8. You should tell people.

It took a long time for my husband and me to start telling friends and family that we were having trouble getting pregnant. It was part denial, part pride, and part just being private people. But after we told some people – wow, what a relief! The Bible is spot on when it says to “bear one another’s burdens.” I can’t believe we tried to do all the praying ourselves! It made such a difference to have people pray, cry, hope, and wait with us. You don’t have to make a personal blog or status every step on Facebook, if that’s not your thing (it’s not ours); we’ve basically kept to sharing details with our closest friends and family, and when others take the time to ask about our situation, we say something simple like, “We haven’t been able to have children yet, but you can pray that we do soon.” Find what works for you, but don’t go it alone.

9. It’s worth it.

I know you don’t want to hear it, but you have to. This is worth it, my friend. Oh dear myself a year ago, this unending nightmare is worth far more than a child. “This light and momentary affliction” – that I know does not feel at all light or momentary – is “producing in us an eternal weight of glory that far outweighs them all.” The sanctification that will come from this would never have been obtained in any other way. The glory that God will get from this will far exceed the glory He would’ve gotten in any other scenario. Don’t forget that. Don’t lose sight of that. Tell yourself every day, every period, every miscarriage, every dollar sent to an adoption agency. This is worth it. This is the better plan.

10. There is always hope.

It’s weird for me to be saying this, because I haven’t been pregnant yet. However, I’ve gradually become convinced of this, and I wish I could tell it to every broken, barren woman. There is always hope! You serve The Omnipotent God, Who loves you so much and has a great plan for your life! There is always hope for real peace and joy – and, I have to say it – there is always hope for a baby!  I don’t care what the doctors or tests say, or how long the adoption is taking. If you really believe God made a virgin pregnant, surely He can leap over the fact that you guys accidently got your days messed up and “did it” a day after ovulation. Surely He can work around your “advanced age.” Surely He can use your husband’s low sperm count. If you believe the Bible is true (and it is!), you must believe that what He did for Sarah, and Hannah, and Elizabeth, He is able to do for you. I just want you, in your hopelessness, to join me in repeating as much as you need – There is always hope. There is always hope. There is always hope.

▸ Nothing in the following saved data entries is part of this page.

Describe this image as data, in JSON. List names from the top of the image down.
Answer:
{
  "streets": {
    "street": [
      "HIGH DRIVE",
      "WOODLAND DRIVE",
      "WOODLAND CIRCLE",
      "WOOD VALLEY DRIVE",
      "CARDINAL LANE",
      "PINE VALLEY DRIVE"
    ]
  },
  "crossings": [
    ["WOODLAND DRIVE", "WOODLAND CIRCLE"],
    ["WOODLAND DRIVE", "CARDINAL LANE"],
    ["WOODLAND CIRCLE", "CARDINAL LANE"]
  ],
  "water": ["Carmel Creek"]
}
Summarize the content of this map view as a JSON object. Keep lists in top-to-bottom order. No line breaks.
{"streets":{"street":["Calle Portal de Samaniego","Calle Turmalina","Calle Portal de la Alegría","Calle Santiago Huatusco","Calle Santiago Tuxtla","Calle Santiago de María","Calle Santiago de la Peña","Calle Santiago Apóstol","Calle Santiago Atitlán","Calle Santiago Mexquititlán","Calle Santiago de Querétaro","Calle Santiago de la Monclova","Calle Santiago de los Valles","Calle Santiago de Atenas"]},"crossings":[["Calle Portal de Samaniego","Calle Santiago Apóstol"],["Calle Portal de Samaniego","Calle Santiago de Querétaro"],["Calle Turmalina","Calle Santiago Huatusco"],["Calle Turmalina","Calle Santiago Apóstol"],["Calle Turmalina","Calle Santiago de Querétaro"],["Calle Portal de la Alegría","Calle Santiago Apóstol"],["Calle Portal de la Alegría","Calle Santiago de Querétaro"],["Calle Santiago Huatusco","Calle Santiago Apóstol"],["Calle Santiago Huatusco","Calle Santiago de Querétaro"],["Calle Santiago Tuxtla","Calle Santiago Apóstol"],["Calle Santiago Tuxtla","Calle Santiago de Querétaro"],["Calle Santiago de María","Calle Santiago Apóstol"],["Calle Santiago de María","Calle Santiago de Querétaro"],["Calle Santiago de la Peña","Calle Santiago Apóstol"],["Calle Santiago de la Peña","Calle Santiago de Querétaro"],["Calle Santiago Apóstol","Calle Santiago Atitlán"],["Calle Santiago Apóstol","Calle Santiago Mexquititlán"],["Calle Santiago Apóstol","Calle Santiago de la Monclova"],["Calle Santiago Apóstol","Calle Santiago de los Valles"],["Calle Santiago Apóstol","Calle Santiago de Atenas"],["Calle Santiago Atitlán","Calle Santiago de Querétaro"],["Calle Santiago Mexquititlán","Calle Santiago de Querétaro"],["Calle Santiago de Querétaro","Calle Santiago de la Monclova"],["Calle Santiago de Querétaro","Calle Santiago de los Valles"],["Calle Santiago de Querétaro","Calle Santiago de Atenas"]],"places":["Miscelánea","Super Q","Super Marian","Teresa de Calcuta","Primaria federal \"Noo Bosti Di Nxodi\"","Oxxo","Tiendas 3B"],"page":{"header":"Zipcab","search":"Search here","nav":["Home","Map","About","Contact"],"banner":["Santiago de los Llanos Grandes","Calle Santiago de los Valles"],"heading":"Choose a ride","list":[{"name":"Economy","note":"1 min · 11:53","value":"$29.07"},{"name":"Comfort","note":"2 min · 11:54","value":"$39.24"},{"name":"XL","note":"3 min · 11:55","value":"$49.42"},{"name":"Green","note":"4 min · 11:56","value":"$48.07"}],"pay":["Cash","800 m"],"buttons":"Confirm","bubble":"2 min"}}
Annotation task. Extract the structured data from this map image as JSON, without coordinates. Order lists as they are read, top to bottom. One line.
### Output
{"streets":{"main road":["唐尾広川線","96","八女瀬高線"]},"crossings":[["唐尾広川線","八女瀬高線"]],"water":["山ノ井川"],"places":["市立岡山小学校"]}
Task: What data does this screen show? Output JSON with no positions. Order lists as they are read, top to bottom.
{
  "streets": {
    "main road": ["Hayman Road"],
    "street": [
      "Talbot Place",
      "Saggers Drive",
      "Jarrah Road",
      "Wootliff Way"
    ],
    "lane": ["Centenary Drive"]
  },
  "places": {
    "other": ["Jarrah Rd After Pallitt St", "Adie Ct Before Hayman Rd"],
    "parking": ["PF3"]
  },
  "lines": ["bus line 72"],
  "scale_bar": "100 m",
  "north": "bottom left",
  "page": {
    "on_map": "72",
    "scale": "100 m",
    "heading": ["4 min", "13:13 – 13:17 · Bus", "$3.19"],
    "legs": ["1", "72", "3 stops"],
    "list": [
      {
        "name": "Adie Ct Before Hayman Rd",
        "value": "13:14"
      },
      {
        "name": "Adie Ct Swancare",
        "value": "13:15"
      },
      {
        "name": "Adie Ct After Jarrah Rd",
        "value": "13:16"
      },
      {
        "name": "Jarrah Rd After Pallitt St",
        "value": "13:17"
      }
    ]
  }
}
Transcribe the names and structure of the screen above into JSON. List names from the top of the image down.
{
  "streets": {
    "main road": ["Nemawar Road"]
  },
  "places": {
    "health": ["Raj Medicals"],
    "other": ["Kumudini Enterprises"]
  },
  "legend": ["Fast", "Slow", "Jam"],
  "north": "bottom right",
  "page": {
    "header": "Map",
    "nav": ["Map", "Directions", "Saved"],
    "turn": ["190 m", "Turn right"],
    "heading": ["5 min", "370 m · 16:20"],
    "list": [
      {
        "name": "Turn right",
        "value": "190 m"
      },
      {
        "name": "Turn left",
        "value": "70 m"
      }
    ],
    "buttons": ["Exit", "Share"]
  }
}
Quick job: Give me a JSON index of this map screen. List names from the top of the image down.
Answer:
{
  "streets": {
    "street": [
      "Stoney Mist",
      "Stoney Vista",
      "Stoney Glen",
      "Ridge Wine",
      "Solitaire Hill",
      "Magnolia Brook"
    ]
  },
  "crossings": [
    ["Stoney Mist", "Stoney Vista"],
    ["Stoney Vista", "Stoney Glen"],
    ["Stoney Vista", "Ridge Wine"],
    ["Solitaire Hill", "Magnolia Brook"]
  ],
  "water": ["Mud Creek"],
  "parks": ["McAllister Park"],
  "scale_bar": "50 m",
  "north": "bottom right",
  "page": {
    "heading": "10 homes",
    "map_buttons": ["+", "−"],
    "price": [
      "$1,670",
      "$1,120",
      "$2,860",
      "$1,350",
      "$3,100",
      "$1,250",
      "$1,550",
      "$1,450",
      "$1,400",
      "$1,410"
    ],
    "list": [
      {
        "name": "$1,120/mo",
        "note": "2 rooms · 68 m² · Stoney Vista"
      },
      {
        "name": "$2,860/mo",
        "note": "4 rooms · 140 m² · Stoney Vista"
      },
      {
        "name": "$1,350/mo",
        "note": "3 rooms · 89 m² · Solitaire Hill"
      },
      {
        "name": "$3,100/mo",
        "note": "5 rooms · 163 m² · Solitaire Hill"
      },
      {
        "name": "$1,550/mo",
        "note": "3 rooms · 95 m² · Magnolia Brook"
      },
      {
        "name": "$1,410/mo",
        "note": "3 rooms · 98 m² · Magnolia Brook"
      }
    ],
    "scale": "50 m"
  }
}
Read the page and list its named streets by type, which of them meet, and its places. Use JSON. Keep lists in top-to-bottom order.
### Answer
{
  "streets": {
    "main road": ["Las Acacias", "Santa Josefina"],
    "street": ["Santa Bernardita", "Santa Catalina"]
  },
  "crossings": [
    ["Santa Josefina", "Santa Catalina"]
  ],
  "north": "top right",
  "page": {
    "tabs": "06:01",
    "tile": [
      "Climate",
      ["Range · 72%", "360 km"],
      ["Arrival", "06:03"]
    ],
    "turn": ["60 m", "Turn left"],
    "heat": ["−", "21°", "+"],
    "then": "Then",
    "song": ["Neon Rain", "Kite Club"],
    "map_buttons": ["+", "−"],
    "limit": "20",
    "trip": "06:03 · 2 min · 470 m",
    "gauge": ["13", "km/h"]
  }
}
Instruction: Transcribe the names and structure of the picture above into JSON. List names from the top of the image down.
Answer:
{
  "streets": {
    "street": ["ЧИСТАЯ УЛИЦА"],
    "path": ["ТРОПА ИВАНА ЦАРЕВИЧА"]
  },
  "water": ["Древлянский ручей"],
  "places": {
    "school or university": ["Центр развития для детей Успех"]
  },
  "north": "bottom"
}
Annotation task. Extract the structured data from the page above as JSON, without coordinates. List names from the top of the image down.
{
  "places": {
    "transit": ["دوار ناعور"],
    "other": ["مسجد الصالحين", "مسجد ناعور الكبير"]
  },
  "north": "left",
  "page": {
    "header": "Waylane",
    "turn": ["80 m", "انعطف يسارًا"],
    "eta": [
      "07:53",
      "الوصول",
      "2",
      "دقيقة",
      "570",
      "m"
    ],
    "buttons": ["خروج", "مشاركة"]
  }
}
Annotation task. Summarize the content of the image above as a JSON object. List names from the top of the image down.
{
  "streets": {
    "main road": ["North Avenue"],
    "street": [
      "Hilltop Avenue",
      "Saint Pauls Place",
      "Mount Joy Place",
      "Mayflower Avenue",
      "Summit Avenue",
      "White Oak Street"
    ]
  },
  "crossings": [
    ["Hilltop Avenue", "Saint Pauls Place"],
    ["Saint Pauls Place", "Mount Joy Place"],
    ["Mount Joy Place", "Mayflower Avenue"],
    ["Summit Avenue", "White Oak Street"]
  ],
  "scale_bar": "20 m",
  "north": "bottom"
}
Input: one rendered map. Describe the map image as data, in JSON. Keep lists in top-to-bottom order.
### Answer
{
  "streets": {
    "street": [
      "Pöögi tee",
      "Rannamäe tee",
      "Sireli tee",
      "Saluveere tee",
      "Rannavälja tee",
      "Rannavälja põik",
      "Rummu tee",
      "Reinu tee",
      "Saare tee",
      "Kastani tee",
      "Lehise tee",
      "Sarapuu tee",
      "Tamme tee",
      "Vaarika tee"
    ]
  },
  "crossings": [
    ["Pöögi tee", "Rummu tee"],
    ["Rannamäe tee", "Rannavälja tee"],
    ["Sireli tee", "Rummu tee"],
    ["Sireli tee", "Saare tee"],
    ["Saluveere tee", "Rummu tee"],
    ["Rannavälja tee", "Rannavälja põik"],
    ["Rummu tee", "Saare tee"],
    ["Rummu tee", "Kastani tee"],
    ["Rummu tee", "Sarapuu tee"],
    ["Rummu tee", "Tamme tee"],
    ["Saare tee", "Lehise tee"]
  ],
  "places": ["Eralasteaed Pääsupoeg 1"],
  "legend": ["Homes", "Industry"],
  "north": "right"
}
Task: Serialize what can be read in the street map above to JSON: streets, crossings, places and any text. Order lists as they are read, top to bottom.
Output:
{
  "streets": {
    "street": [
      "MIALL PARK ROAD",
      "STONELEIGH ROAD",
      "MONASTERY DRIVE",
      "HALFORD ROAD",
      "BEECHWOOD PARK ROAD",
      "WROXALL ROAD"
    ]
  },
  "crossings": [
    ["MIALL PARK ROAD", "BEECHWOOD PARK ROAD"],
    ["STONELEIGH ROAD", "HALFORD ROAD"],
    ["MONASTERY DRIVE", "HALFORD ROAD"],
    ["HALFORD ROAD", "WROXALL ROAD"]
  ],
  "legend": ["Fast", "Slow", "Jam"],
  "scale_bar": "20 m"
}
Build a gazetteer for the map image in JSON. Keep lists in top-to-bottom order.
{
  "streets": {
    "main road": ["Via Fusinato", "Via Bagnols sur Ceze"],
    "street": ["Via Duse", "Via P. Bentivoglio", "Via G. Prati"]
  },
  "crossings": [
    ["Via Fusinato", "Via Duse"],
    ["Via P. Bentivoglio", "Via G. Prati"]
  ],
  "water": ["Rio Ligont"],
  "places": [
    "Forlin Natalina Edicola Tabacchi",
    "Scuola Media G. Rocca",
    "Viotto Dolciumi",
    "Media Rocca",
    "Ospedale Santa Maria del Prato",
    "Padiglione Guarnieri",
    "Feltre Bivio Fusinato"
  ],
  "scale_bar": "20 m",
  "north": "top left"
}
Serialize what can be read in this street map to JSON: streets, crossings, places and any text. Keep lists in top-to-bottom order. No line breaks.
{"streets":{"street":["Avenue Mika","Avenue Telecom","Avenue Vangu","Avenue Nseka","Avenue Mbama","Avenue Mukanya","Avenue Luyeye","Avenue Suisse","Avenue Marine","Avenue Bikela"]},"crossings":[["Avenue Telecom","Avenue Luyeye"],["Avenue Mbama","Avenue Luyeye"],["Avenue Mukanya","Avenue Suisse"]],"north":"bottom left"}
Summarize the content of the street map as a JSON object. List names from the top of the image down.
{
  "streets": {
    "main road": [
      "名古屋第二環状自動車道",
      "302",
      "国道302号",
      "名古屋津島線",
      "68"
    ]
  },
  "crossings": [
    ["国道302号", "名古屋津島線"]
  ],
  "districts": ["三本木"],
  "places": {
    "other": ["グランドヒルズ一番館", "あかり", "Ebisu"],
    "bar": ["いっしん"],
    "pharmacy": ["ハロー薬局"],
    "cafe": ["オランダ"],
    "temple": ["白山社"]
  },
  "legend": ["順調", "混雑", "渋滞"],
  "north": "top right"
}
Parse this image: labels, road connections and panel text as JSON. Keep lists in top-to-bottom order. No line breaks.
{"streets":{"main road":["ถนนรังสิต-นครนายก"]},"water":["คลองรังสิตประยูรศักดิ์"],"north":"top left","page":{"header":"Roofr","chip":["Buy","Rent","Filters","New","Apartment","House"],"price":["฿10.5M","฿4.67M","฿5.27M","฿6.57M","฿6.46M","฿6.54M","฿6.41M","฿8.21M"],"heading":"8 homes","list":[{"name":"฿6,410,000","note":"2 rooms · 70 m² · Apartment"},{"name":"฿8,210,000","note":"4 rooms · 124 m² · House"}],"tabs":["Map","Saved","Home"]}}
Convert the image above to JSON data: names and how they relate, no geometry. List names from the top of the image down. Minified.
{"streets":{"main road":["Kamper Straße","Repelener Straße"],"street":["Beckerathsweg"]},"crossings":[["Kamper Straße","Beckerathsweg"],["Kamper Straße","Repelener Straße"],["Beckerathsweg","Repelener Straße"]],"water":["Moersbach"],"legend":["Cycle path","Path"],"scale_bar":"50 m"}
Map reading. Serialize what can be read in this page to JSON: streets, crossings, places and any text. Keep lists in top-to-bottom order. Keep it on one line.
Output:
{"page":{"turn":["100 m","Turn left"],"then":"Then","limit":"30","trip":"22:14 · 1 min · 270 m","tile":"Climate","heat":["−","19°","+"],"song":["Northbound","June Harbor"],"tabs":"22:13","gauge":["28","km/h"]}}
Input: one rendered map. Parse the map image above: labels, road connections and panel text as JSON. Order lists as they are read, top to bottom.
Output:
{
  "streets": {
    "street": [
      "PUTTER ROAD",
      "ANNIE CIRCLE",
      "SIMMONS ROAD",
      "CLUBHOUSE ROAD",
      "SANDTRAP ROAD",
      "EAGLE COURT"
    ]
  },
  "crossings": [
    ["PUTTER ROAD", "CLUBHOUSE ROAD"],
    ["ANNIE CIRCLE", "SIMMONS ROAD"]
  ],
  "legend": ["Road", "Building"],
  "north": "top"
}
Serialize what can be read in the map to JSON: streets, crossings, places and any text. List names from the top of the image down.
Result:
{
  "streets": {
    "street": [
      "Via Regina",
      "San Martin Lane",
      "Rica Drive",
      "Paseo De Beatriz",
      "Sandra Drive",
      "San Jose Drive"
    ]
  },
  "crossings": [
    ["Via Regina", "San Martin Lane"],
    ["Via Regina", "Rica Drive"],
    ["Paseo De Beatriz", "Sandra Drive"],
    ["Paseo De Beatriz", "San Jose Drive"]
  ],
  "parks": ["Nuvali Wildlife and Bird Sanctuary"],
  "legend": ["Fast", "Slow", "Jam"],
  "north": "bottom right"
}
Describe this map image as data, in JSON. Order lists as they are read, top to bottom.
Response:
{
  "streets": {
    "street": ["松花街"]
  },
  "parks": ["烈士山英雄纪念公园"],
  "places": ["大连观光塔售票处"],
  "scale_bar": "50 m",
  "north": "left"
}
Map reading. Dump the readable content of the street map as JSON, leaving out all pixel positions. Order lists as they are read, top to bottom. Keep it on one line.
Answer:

When you pass through the waters I will be with you

For those days when you are desperately wondering where God is in all of this, He says this to His people in Isaiah 43:2…

When you pass through the waters, I will be with you;
and through the rivers, they shall not overwhelm you;
when you walk through fire you shall not be burned,
and the flame shall not consume you.

Where is He? He’s right there with you.